4 novembre 2012 par Laetitia


Exposition à la Galerie Le Carré d’Art

Centre Culturel Pôle Sud - Chartres de Bretagne
du 25 octobre au 1er décembre 2012

Disparitions - bateau échoué, Zarzis,Tunisie, 2012 / Laetitia Tura, le bar Floréal

Disparitions - bateau échoué, Zarzis, Tunisie, 2012 / Laetitia Tura, le bar Floréal

« L’exposition Je suis pas mort, je suis là rassemble pour la première fois nos recherches commencées en 2007,
sur la situation des migrants bloqués aux marges de l’Europe.

Des stratégies de passage des frontières aux récits de mort et de disparition dans le blanc des cartes – désert, mer et océan –,
il se dessine une culture commune à tous ces parcours du début du XXIe siècle.

Nous vous présentons ici une culture en mouvement dont les pratiques ne cessent d’évoluer, à mesure que les dispositifs de surveillance et de répression se transforment dans les frontières.

Un patrimoine émerge de l’expérience de ces traversées ;
un patrimoine qu’il est pour nous important de reconnaître. »

Vue de l'expo, Carré d'art

Vues de l'exposition, Carré d'art

” Pour traverser les frontières, murs réels et lignes imaginaires, chacun apprend sur le tas.
Un savoir caché se transmet de rencontres en rencontres.
Comme une initiation, tous franchissent les étapes une à une.

Dans cette entreprise identifiée à une guerre, l’on devient soldat pour sa propre survie.
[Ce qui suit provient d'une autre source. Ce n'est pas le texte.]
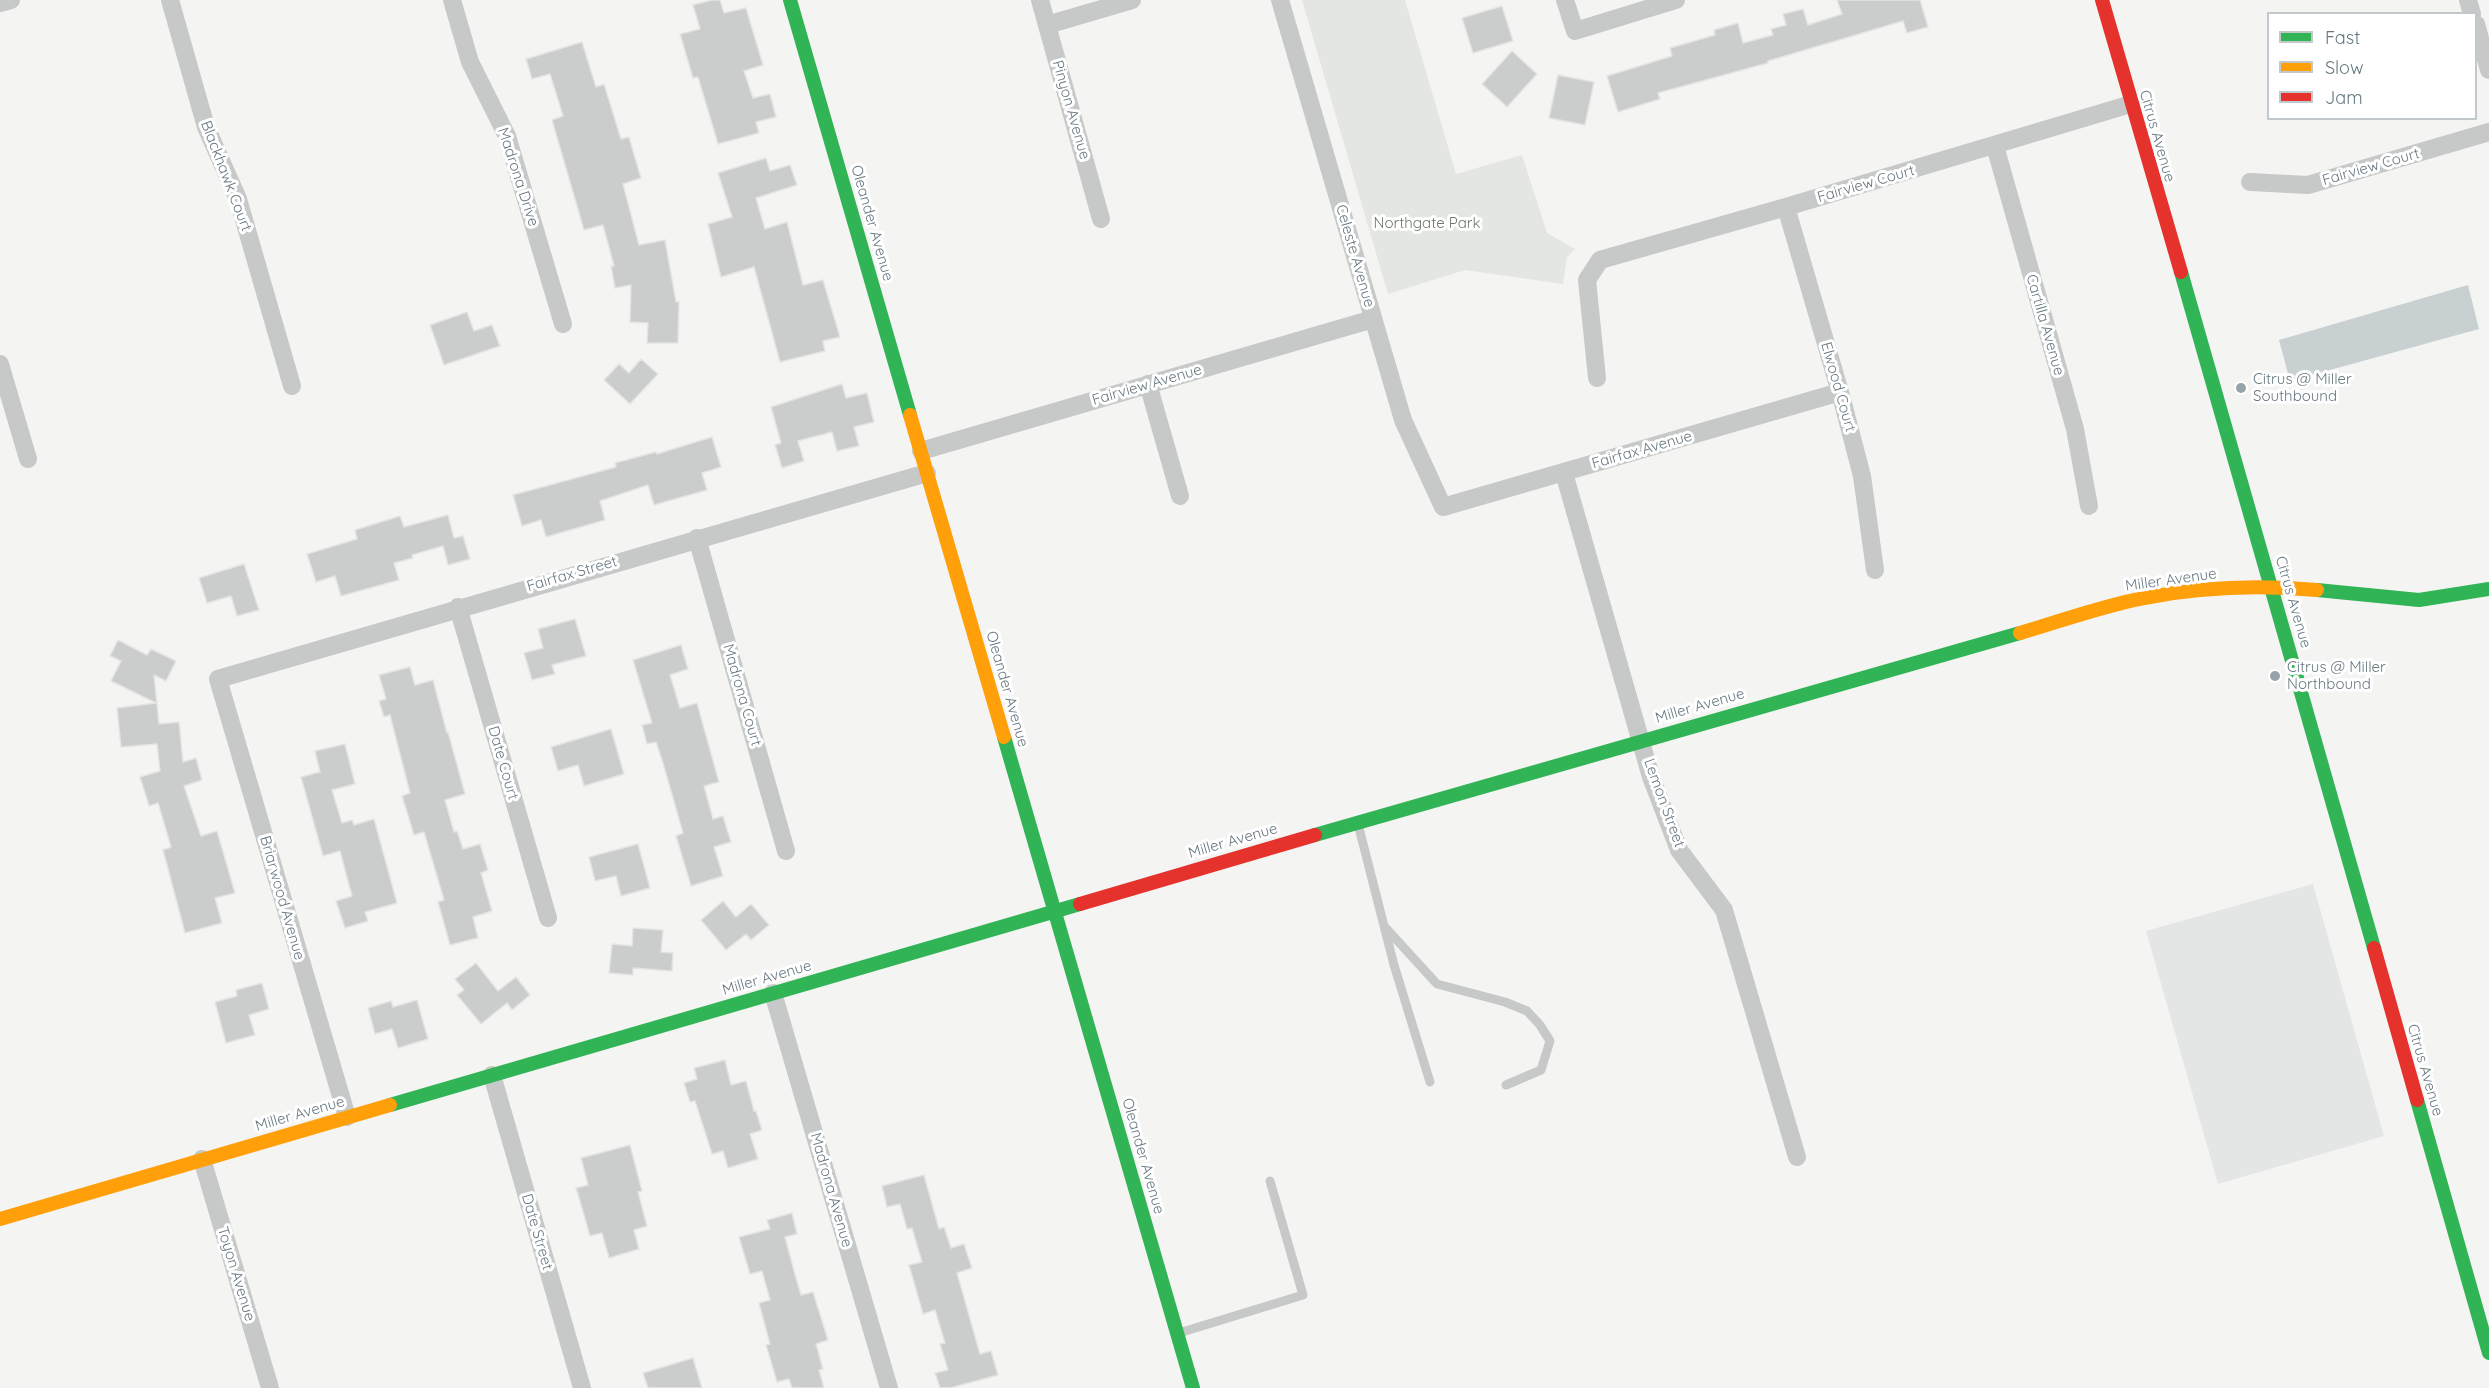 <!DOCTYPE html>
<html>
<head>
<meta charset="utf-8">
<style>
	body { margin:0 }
	#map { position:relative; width:2489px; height:1388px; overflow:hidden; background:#f4f4f3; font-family:Quicksand,sans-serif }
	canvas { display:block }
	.legend { position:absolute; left:2267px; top:12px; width:210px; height:108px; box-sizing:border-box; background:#fff; border:2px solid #c2c9cd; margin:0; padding:8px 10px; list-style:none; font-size:18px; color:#677881 }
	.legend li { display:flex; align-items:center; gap:12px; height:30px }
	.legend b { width:30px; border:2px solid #c2c9cd }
</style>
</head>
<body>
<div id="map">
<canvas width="2489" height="1388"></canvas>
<ul class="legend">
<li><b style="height:8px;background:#30b455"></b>Fast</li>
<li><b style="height:8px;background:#ff9f0a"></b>Slow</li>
<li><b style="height:8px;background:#e5322d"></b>Jam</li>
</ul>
</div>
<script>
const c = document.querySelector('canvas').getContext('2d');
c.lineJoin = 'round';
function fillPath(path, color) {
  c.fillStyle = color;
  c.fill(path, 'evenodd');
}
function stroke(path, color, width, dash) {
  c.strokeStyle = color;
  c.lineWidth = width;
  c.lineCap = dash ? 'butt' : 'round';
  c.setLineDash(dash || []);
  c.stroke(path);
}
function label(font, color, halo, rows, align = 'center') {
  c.font = font + ' Quicksand,sans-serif';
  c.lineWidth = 6;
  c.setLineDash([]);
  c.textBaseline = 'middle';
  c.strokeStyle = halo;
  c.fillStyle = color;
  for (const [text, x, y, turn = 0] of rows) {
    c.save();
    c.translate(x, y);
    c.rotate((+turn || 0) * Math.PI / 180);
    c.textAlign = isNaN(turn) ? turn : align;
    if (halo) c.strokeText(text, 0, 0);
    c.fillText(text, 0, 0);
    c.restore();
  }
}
fillPath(new Path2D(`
	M2313 884 2384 1136 2218 1184 2146 931Z`), '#e4e6e6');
fillPath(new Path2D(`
	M1302 0H1405L1456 174 1522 155 1547 233 1575 249 1567 257 1563 284 1465 270 1388 294Z`), '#e3e6e1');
fillPath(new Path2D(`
	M2468 285 2479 329 2290 381 2279 340Z`), '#c8d0d2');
const building = new Path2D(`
	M712 0H720L724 13 746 8 763 65 744 71 753 98 770 94 776 117 756 122 759 133 718 144 698 77 693 78 680 34 700 29 693 5Z
	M1837 0H1920L1928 27 1907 33 1903 21 1768 61V63L1658 93 1660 99 1618 112 1607 76 1672 56 1670 48 1715 35 1714 30 1738 23 1743 43 1773 35 1771 29 1786 25 1783 14 1803 9 1808 25 1842 14Z
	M1502 6 1513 41 1473 53 1462 18Z
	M582 42 596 87 604 84 621 139 629 137 641 178 623 184 639 245 665 240 676 302H679L678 343H647L648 323 630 322 631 285 615 288 611 266H614L603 225 584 230 552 120 563 116 550 74 532 79 526 59Z
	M1512 51 1537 74 1507 107 1482 84Z
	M1558 75 1594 82 1585 125 1549 118Z
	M766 158 770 171 790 165 797 185 756 198 765 229 787 222 803 285 823 280 840 337 823 341 825 351 780 362 754 267 721 277 708 224 732 217 718 173Z
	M467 312 474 331 492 325 500 346 444 365 430 325Z
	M641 359 658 374 630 404 604 380 619 364 629 373Z
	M842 384 846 398 867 393 874 422 854 427 859 446 837 451 832 432 798 441 804 461 782 468 775 445 781 443 771 407Z
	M712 437 721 467 702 473 707 490 654 505 648 485 600 501 605 520 546 537 541 520 522 526 513 495 616 467 615 463 656 452 657 454Z
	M448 515 454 538 463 536 470 559 448 565 443 546 412 555 413 558 394 563 399 580 341 596 335 576 316 582 307 554 357 539 355 530 400 516 404 527Z
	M244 564 259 610 237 616 231 596 207 603 199 578Z
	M575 619 586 656 552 665 555 674 532 680 524 653 543 648 538 629Z
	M118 640 147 655 151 649 176 661 166 681 154 675 159 724 179 722 183 762 196 758 202 780 184 786 201 836 217 831 235 893 215 898 222 923 185 933 163 850 171 847 158 803 149 806 140 777 160 771 157 744 121 747 117 708 156 703 111 681 121 661 110 656Z
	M681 645 688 669 670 675 680 708 697 703 719 782 704 786 713 819 723 816 731 842 714 847 723 876 691 886 676 836 683 833 663 763 656 742 647 744 642 725 652 723 633 660Z
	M410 667 415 685 433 680 447 733 448 732 465 794 445 800 454 832 457 831 463 849 480 844 488 870 481 873 492 911 473 917 478 938 450 945 438 902 444 900 424 832 414 835 402 796 410 793 390 715 384 717 379 701 386 699 379 675Z
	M611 729 624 774 584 786 578 765 558 771 551 747Z
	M345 744 355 784 332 790 342 823 352 820 354 825 374 819 397 903 365 912 368 921 345 928 336 901 352 896 340 851 323 856 301 777 320 772 315 751Z
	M638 844 650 888 621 896 616 876 595 881 589 857Z
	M723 901 736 917 751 904 769 925 751 940 746 934 726 950 701 920Z
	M633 928 663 930 661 952 673 953 672 971 633 968V975L609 973 612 944 632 946Z
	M476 963 498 991 516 977 530 995 512 1010 507 1003 481 1024 457 995 464 990 455 979Z
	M262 983 269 1009 249 1015 255 1035 226 1043 215 1002 237 996 236 990Z
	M417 1000 428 1039 398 1048 392 1029 375 1034 368 1008 391 1001 393 1007Z
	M725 1060 731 1085 746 1081 754 1111H756L762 1130 750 1134 758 1159 728 1168 723 1151 712 1154 695 1101 690 1102 684 1083 697 1079 694 1068Z
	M630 1145 642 1191 638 1192 647 1226 634 1230 639 1249 609 1258 602 1233 590 1236 582 1208 576 1188 588 1185 581 1158Z
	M924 1175 939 1229 944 1227 951 1248 964 1244 972 1268 957 1273 980 1354 991 1351 998 1375 950 1388H940L935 1373 948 1370 940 1344 945 1343 935 1310 923 1314 909 1265 922 1262 912 1228 907 1229 900 1204 887 1207 882 1186Z
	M792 1213 797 1234 785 1237 794 1271 801 1295 813 1292 828 1340 816 1344 823 1369 819 1370 824 1388H792L789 1379 777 1382 766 1345 770 1344 759 1303 770 1300 762 1271 750 1274 739 1237 770 1229 767 1220Z
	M693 1358 702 1388H648L643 1373Z`);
fillPath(building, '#cbcccc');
stroke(building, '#e4e4e3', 1.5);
stroke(new Path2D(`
	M1358 824 1394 965 1430 1082
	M1384 926 1437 984 1505 1002 1527 1011 1540 1025 1550 1041 1541 1070 1506 1085
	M1179 1333 1303 1295 1270 1181`), '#c7c9c9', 9);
stroke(new Path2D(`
	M170 0 206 127 238 199 292 386
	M452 0 470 62 507 136 563 324
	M1040 0 1101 219
	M1280 0 1403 420 1443 507 1840 392
	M1565 0 1575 31 1676 0
	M2468 0 2472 14
	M0 3 11 0
	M2476 24 2489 70
	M1047 25 1132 0
	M1995 146 2075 429 2089 506
	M2250 182 2308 185 2489 132
	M1786 207 1840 392 1862 476 1875 570
	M0 364 28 459
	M1597 378 1587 280 1600 260 1786 207 2131 104
	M1148 384 1180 496
	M921 451 1373 319
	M1564 473 1651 777 1679 850 1724 910 1797 1157
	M697 538 786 851
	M458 607 548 918
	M773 993 889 1388
	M492 1075 582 1388
	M347 1117 218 679 927 473
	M202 1159 270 1388`), '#c7c9c9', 18);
stroke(new Path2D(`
	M790 0 910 415
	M2181 272 2374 948
	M2317 590 2419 600 2489 589
	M1004 737 1193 1388
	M1315 835 2020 633
	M2417 1100 2489 1353
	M390 1105 1080 904`), '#30b455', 14);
stroke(new Path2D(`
	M910 415 1004 737
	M2020 633C2061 621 2102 606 2144 598 2201 587 2260 585 2317 590
	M0 1219 390 1105`), '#ff9f0a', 14);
stroke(new Path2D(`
	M2102 0 2181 272
	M1080 904 1315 835
	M2374 948 2417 1100`), '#e5322d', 14);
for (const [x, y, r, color] of [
	[2241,388,6,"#98a3a9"],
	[2275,676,6,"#98a3a9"]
]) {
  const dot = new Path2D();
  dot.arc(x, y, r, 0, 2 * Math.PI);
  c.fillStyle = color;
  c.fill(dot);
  stroke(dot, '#fff', 2);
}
label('15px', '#677881', '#fff', [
	["Pinyon Avenue",1071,110,74],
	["Citrus Avenue",2157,136,74],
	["Fairview Court",2371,167,-16],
	["Blackhawk Court",226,176,69],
	["Madrona Drive",518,177,72],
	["Fairview Court",1866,184,-16],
	["Oleander Avenue",872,223,74],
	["Celeste Avenue",1355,256,74],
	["Cartilla Avenue",2045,325,74],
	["Fairview Avenue",1147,385,-16],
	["Elwood Court",1838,387,74],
	["Fairfax Avenue",1642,450,-16],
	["Fairfax Street",572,574,-16],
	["Miller Avenue",2171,580,-8],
	["Citrus Avenue",2293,602,74],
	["Oleander Avenue",1007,689,74],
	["Madrona Court",742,695,74],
	["Miller Avenue",1700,706,-16],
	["Date Court",503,763,74],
	["Lemon Street",1664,803,70],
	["Miller Avenue",1233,841,-16],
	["Briarwood Avenue",282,898,74],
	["Miller Avenue",767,978,-16],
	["Citrus Avenue",2425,1070,74],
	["Miller Avenue",300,1114,-16],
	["Oleander Avenue",1143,1156,74],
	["Madrona Avenue",831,1190,74],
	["Date Street",537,1232,74],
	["Toyon Avenue",236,1274,73]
]);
label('15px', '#6b7865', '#fff', [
	["Northgate Park",1427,223]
]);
label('15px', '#677881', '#fff', [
	["Citrus @ Miller",2253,379],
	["Southbound",2253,396],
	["Citrus @ Miller",2287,667],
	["Northbound",2287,684]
], 'left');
</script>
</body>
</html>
Aventuriers.

Abandonner provisoirement son identité, traverser le territoire à la marge des villes, se camoufler,
avec ses seuls pieds en guise d’arme et son corps pour unique rempart.

La durée, l’effort, l’incertitude : loin des regards, le mouvement des migrants est souvent peu spectaculaire et sillonne des lieux isolés où rien ne se passe.

Arrivés au front.

Oujda et ses forêts abritant des tranquilos (1).

Une plage et la promesse d’un départ.

Melilla et sa barrière, seule frontière terrestre de l’Europe sur le continent Africain.

Tijuana et ses murs, monstres déployés dans la ville mexicaine.

Se préparer pour l’offensive. Disparaître des radars.

Plus tard, les fantômes refont surface.

Ceux restés dans la mer ;
ceux que les courants n’ont pas déposé sur les plages.
Ceux dont les corps ont été perdus dans le désert.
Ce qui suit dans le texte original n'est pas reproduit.